- Task details:
One number is the whole answer: the tally of lines in the records that include the word "Sans".

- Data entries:
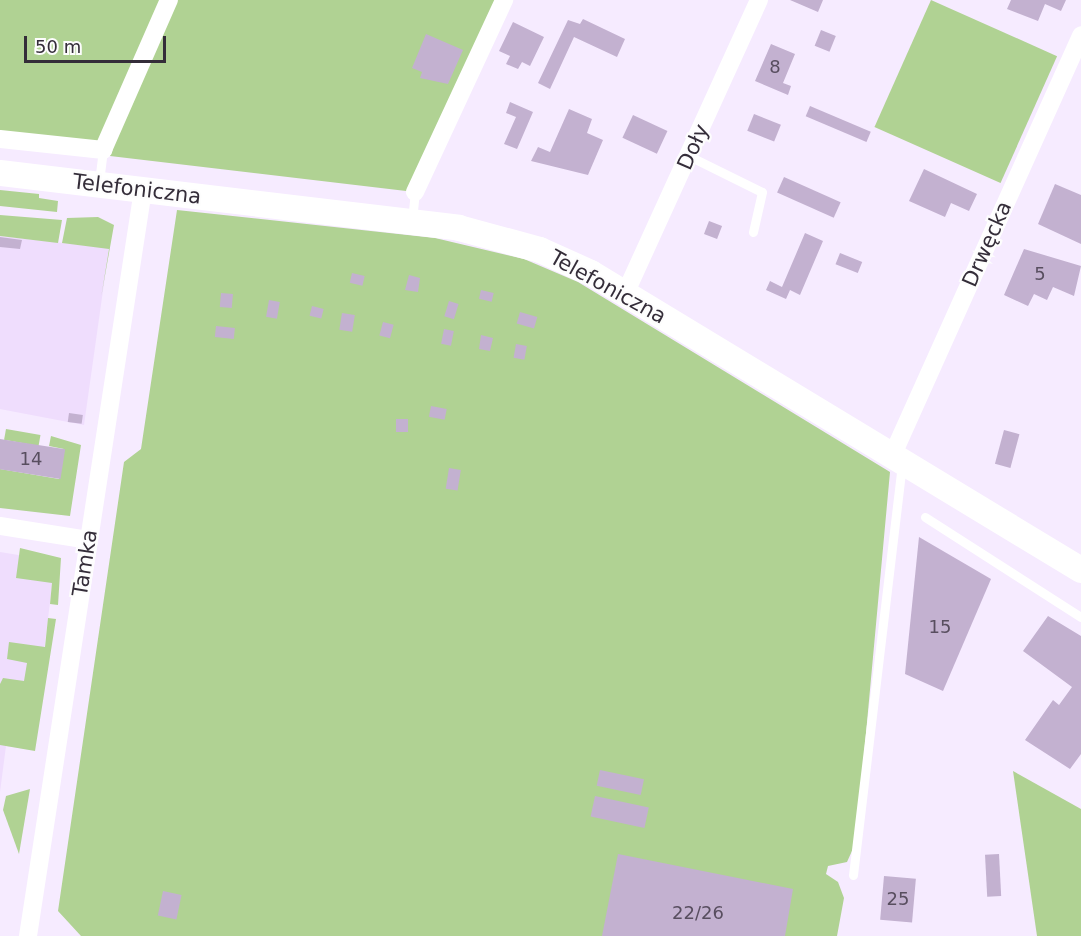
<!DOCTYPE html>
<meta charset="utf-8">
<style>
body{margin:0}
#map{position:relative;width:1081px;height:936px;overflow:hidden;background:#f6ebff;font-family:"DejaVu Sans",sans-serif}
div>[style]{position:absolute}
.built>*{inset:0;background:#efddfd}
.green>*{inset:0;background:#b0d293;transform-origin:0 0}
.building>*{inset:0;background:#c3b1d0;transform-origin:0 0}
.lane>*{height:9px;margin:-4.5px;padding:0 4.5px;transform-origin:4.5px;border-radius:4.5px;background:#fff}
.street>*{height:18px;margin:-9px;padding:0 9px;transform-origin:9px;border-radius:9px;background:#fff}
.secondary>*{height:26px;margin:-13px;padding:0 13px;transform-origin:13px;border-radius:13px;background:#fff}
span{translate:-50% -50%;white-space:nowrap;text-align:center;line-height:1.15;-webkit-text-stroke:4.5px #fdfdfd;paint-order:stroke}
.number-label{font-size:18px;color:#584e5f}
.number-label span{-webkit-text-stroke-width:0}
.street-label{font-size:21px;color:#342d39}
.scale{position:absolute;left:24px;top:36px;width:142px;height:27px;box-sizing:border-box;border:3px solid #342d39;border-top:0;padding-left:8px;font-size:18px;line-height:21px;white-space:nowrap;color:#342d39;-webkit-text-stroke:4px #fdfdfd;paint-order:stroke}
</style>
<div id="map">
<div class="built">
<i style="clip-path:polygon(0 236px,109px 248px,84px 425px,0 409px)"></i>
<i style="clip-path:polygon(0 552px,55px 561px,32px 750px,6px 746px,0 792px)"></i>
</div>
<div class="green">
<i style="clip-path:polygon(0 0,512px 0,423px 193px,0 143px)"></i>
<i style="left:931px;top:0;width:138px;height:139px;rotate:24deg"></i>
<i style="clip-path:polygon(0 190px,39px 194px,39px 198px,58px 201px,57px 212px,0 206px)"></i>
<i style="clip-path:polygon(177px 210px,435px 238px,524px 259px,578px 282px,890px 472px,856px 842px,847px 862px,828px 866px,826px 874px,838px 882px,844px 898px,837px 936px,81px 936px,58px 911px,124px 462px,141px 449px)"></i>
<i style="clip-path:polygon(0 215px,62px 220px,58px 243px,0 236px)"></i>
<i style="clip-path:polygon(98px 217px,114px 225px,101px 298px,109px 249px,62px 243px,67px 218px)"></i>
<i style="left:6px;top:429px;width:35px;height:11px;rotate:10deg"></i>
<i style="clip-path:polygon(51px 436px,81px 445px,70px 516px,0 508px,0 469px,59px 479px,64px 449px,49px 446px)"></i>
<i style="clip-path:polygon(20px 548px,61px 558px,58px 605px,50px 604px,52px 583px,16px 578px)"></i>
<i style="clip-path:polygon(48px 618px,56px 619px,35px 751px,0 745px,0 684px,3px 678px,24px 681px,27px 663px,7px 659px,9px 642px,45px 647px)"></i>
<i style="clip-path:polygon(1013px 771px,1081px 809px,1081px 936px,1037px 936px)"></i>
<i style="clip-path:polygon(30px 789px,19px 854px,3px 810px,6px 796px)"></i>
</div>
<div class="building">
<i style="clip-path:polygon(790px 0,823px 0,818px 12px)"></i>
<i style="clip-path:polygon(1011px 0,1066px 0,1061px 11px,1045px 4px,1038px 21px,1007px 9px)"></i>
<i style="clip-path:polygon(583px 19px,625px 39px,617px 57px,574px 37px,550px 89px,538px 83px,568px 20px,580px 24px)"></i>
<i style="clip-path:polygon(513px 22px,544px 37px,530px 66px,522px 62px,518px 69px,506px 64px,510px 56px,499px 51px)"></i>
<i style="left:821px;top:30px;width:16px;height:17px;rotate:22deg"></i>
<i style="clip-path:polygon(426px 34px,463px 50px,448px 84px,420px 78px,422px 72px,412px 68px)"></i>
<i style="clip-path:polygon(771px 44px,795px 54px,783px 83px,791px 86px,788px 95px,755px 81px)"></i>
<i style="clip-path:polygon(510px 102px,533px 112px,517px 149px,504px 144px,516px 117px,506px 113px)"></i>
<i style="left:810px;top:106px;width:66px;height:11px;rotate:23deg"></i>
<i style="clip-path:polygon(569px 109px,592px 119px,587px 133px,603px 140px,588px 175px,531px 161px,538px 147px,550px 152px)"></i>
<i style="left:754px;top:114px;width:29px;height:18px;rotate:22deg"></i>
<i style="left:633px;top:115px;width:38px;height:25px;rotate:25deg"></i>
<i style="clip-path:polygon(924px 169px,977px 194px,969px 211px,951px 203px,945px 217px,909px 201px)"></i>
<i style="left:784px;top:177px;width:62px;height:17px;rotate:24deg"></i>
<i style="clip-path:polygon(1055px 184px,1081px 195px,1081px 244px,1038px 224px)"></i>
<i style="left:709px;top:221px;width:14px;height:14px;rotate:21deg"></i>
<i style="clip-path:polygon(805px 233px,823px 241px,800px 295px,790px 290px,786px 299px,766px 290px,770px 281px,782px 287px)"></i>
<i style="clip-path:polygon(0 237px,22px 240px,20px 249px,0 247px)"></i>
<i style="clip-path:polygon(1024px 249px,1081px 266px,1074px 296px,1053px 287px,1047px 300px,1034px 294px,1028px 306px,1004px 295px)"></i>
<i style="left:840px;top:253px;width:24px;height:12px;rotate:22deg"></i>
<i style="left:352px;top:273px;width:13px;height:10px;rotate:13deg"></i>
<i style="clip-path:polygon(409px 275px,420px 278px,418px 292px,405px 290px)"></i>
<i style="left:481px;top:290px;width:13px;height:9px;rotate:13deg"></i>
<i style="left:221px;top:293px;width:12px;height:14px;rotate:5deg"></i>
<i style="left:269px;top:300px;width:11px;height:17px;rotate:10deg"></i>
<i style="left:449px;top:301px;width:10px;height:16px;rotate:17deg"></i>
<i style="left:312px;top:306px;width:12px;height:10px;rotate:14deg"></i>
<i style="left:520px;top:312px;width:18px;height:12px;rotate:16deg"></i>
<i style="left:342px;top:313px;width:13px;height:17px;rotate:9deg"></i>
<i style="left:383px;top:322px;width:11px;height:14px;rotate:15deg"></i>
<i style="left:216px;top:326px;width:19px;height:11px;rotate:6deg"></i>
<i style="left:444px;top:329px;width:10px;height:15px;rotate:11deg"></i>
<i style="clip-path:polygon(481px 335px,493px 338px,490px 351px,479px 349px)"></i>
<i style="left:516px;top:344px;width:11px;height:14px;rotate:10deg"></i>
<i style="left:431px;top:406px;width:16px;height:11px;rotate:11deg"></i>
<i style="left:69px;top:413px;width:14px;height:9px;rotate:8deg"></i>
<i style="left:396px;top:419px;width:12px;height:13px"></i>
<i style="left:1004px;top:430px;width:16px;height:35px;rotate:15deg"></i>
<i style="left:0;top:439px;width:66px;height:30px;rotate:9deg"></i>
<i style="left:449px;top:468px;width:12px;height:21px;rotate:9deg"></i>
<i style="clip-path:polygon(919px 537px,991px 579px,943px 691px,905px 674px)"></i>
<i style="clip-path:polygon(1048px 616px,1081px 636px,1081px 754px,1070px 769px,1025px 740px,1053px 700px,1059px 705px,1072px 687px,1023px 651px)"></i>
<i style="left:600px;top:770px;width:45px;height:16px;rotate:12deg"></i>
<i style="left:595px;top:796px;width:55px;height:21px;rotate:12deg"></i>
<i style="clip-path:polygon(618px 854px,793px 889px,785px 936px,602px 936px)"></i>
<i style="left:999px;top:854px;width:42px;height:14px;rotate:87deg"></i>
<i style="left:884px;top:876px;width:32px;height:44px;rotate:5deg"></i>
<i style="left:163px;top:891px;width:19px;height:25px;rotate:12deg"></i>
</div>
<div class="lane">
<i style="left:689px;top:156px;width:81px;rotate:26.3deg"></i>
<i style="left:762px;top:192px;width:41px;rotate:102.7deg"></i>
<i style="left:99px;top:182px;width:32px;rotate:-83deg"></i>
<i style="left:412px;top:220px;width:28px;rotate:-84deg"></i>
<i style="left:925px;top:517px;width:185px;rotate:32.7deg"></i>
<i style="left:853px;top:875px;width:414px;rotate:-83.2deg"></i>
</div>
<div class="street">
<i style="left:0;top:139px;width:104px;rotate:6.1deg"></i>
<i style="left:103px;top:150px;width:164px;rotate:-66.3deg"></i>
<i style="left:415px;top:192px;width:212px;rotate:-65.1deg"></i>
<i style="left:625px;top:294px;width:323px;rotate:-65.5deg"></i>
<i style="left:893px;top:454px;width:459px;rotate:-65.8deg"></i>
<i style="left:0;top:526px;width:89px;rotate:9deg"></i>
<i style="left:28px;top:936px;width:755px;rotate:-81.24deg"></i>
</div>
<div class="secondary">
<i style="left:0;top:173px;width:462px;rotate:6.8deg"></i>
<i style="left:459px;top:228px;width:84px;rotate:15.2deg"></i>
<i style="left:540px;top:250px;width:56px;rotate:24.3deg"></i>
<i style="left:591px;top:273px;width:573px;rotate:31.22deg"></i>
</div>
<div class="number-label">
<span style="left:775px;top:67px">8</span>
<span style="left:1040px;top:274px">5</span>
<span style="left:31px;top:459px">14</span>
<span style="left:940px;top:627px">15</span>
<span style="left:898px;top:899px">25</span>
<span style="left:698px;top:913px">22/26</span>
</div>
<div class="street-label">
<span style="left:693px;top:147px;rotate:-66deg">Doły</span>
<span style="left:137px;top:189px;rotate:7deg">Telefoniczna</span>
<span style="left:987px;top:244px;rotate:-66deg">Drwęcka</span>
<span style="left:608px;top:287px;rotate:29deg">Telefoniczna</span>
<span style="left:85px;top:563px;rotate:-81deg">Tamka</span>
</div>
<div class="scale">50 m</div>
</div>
==
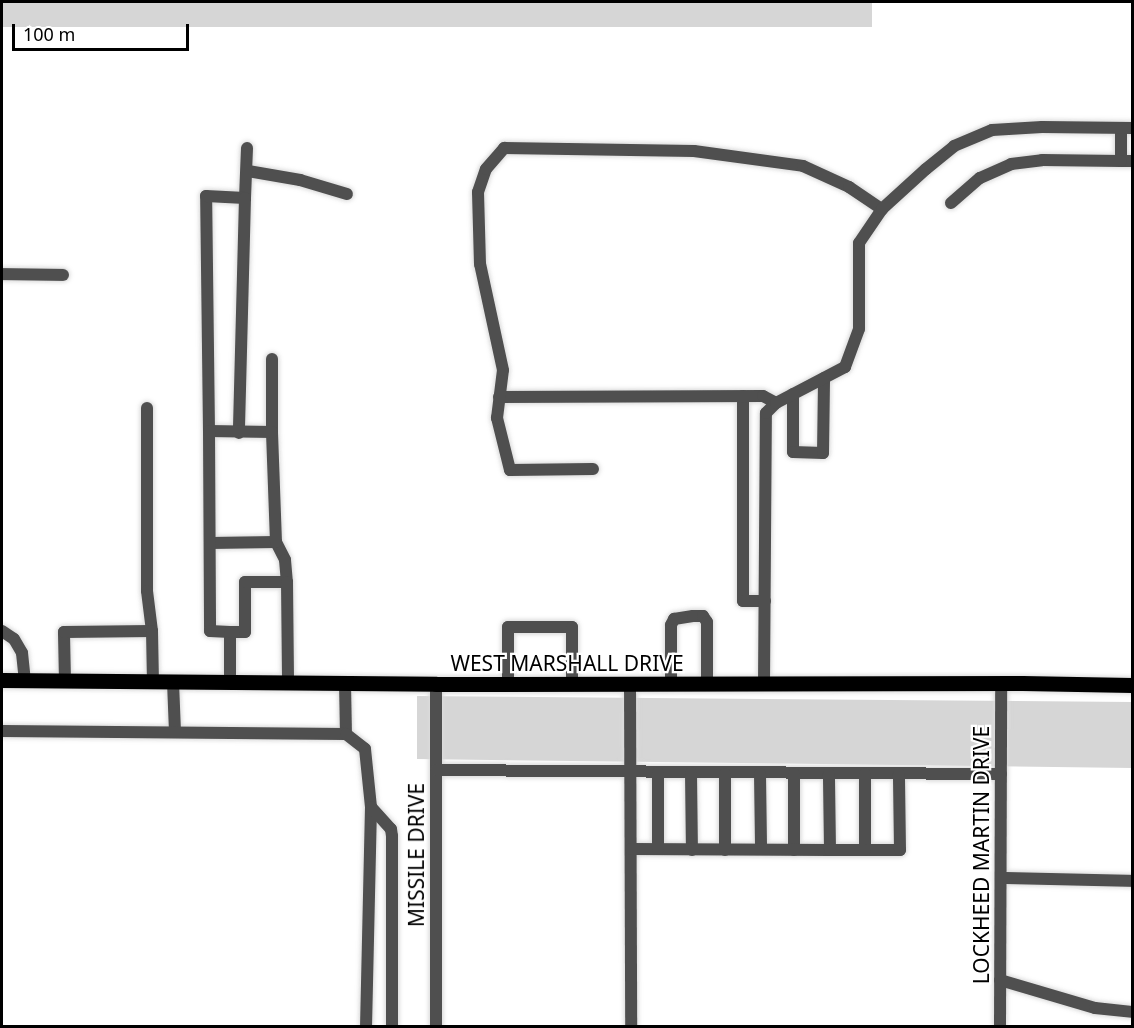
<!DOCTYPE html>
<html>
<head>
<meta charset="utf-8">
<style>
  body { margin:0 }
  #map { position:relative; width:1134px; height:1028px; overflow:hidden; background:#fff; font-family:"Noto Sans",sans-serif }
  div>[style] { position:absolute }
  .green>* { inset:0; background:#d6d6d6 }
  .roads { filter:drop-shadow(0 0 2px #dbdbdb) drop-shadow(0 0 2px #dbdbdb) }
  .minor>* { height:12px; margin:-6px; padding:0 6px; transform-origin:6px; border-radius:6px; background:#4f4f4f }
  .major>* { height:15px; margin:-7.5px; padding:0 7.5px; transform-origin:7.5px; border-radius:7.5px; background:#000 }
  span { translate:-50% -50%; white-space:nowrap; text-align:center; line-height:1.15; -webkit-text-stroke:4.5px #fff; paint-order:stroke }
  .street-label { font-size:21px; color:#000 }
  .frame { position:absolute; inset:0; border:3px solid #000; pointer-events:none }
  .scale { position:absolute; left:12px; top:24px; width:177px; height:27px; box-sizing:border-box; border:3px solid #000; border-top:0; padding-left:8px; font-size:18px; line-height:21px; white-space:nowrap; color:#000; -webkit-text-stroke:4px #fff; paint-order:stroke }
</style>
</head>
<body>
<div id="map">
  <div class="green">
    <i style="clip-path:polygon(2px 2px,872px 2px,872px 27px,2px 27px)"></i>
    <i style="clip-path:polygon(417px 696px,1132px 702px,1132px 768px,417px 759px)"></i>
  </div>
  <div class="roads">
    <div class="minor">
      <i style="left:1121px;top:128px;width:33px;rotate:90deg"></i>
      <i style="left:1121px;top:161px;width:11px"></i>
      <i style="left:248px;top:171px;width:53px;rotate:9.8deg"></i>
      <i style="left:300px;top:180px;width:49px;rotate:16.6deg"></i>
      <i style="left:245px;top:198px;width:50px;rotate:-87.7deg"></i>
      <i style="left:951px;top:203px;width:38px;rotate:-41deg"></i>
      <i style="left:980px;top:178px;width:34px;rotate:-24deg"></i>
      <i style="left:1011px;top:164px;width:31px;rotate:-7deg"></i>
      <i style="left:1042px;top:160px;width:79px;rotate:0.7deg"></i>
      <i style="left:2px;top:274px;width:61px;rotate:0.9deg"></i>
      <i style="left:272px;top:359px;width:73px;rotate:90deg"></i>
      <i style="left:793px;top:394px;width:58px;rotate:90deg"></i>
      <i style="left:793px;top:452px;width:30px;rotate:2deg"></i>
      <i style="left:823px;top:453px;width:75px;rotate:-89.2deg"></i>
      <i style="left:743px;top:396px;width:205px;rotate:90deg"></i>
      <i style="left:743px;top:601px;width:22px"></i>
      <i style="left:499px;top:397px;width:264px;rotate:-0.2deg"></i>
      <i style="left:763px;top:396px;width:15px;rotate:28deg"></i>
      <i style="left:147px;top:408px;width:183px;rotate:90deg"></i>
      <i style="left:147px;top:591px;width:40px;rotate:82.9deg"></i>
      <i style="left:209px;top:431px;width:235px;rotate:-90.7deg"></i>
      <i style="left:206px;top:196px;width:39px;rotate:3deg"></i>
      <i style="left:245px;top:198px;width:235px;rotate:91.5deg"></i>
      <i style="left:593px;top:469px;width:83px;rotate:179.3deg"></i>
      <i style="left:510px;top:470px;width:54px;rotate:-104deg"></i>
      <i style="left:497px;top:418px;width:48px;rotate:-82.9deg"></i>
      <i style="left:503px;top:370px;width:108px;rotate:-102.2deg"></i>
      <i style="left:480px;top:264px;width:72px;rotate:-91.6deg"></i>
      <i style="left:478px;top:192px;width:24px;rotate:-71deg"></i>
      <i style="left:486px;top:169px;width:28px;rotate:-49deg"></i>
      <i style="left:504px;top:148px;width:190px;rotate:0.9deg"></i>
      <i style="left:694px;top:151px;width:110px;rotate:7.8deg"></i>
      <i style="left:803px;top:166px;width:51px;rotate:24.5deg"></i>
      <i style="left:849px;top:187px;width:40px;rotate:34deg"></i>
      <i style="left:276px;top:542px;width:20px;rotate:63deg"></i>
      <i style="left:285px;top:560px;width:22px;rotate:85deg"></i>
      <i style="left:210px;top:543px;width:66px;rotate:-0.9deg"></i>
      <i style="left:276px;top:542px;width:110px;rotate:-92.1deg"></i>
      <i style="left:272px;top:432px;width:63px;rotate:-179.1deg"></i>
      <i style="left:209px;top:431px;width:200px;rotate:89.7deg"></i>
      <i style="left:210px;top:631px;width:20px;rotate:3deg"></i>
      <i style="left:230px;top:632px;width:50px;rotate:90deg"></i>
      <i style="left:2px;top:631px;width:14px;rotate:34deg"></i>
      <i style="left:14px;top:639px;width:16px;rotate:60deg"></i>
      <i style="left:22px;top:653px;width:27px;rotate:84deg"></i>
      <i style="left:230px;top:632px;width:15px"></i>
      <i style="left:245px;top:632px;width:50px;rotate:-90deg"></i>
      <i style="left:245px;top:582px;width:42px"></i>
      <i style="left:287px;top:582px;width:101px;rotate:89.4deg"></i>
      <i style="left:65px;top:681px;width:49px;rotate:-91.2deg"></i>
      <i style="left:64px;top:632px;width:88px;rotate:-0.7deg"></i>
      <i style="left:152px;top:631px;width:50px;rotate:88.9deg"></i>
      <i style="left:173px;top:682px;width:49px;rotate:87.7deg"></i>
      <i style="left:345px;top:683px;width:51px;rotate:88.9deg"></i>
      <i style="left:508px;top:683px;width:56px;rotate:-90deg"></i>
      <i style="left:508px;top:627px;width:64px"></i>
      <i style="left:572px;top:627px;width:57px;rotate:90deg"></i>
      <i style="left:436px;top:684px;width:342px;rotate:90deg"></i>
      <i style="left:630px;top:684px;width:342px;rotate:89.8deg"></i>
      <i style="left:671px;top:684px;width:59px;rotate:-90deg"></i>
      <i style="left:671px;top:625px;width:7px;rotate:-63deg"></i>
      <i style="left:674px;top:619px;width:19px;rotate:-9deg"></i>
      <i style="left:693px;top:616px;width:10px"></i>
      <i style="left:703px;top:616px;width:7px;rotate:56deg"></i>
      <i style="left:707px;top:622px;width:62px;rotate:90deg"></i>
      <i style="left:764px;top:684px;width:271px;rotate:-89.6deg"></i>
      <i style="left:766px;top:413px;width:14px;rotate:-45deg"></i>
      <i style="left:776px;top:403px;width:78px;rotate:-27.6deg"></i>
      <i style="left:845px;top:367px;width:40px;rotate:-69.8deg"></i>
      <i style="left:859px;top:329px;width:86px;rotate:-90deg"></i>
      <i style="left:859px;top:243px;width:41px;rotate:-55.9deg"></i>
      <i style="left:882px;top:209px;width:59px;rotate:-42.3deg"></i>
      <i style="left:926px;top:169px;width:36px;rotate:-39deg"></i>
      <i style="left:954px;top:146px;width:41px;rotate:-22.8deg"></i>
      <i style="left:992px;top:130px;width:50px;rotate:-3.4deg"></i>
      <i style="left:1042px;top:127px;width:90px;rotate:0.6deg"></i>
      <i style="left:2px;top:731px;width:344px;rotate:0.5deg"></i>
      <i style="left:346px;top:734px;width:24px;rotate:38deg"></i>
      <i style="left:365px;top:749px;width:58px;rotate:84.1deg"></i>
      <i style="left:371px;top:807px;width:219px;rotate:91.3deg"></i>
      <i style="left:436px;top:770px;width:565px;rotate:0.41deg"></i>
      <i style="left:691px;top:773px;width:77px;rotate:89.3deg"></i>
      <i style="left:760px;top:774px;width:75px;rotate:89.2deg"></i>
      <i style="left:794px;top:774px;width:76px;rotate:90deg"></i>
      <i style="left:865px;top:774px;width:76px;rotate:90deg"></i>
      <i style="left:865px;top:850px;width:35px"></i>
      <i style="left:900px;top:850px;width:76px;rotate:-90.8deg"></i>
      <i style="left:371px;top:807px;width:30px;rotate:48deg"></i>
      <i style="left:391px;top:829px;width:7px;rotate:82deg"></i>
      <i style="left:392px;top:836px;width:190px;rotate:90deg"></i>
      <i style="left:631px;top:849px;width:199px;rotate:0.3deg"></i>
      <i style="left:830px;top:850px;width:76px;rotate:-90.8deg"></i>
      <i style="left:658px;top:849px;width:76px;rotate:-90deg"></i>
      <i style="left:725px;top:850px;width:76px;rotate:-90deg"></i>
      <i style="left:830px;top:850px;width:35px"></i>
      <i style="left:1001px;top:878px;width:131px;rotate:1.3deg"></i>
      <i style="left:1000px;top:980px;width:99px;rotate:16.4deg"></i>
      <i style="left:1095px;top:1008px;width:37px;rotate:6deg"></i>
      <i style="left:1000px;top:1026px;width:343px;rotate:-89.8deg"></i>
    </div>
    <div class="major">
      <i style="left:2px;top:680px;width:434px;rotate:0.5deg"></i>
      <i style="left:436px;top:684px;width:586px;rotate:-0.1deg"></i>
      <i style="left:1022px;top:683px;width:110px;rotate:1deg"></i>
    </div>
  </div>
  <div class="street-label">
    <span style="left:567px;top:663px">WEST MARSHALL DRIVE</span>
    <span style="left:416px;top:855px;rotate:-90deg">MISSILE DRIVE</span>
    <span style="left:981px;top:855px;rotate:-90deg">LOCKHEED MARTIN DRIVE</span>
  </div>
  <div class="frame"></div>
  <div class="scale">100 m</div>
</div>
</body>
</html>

- Exercise solution:
2